Only the text of the records, copied exactly, is wanted; no pictures.

※

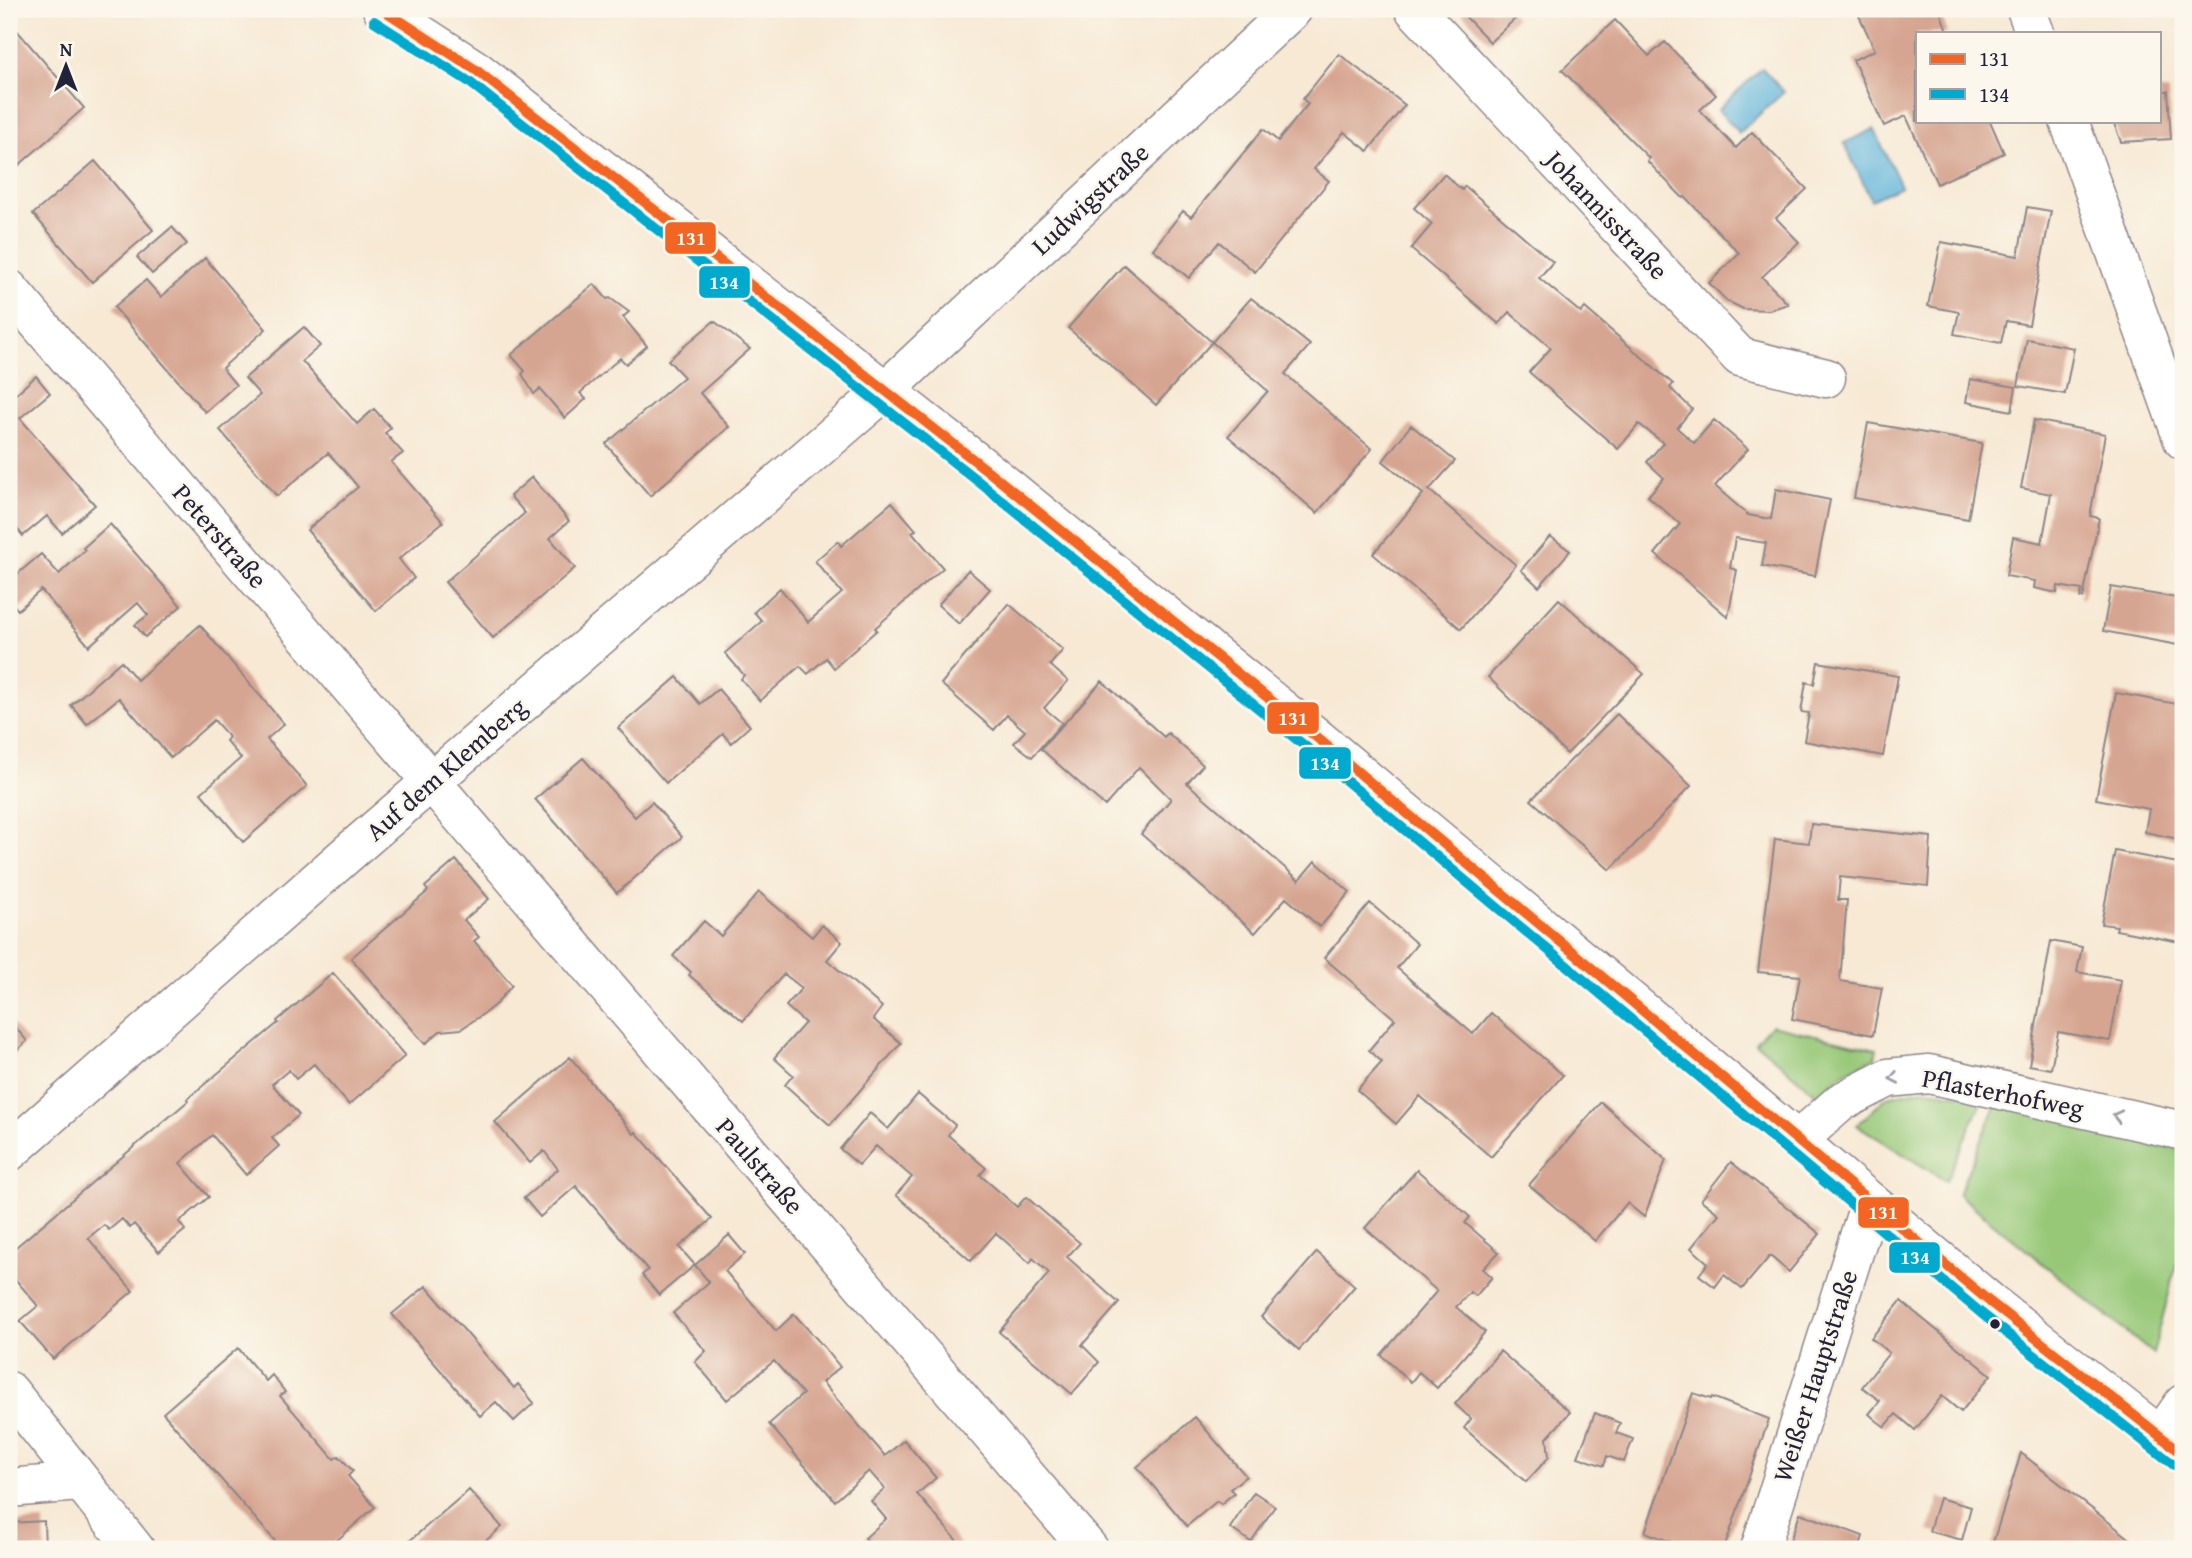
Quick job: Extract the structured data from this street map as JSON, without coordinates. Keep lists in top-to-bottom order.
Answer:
{
  "streets": {
    "street": [
      "Ludwigstraße",
      "Johannisstraße",
      "Peterstraße",
      "Auf dem Klemberg",
      "Pflasterhofweg",
      "Paulstraße",
      "Weißer Hauptstraße"
    ]
  },
  "crossings": [
    ["Ludwigstraße", "Auf dem Klemberg"],
    ["Peterstraße", "Auf dem Klemberg"],
    ["Peterstraße", "Paulstraße"],
    ["Auf dem Klemberg", "Paulstraße"]
  ],
  "one_way": ["Pflasterhofweg"],
  "lines": ["transit line 131", "transit line 134"],
  "legend": ["131", "134"],
  "north": "top"
}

※

### WRITTEN SOLUTION
Quick job: Extract the structured data from this street map as JSON, without coordinates. Keep lists in top-to-bottom order.
Answer:
{
  "streets": {
    "street": [
      "Ludwigstraße",
      "Johannisstraße",
      "Peterstraße",
      "Auf dem Klemberg",
      "Pflasterhofweg",
      "Paulstraße",
      "Weißer Hauptstraße"
    ]
  },
  "crossings": [
    ["Ludwigstraße", "Auf dem Klemberg"],
    ["Peterstraße", "Auf dem Klemberg"],
    ["Peterstraße", "Paulstraße"],
    ["Auf dem Klemberg", "Paulstraße"]
  ],
  "one_way": ["Pflasterhofweg"],
  "lines": ["transit line 131", "transit line 134"],
  "legend": ["131", "134"],
  "north": "top"
}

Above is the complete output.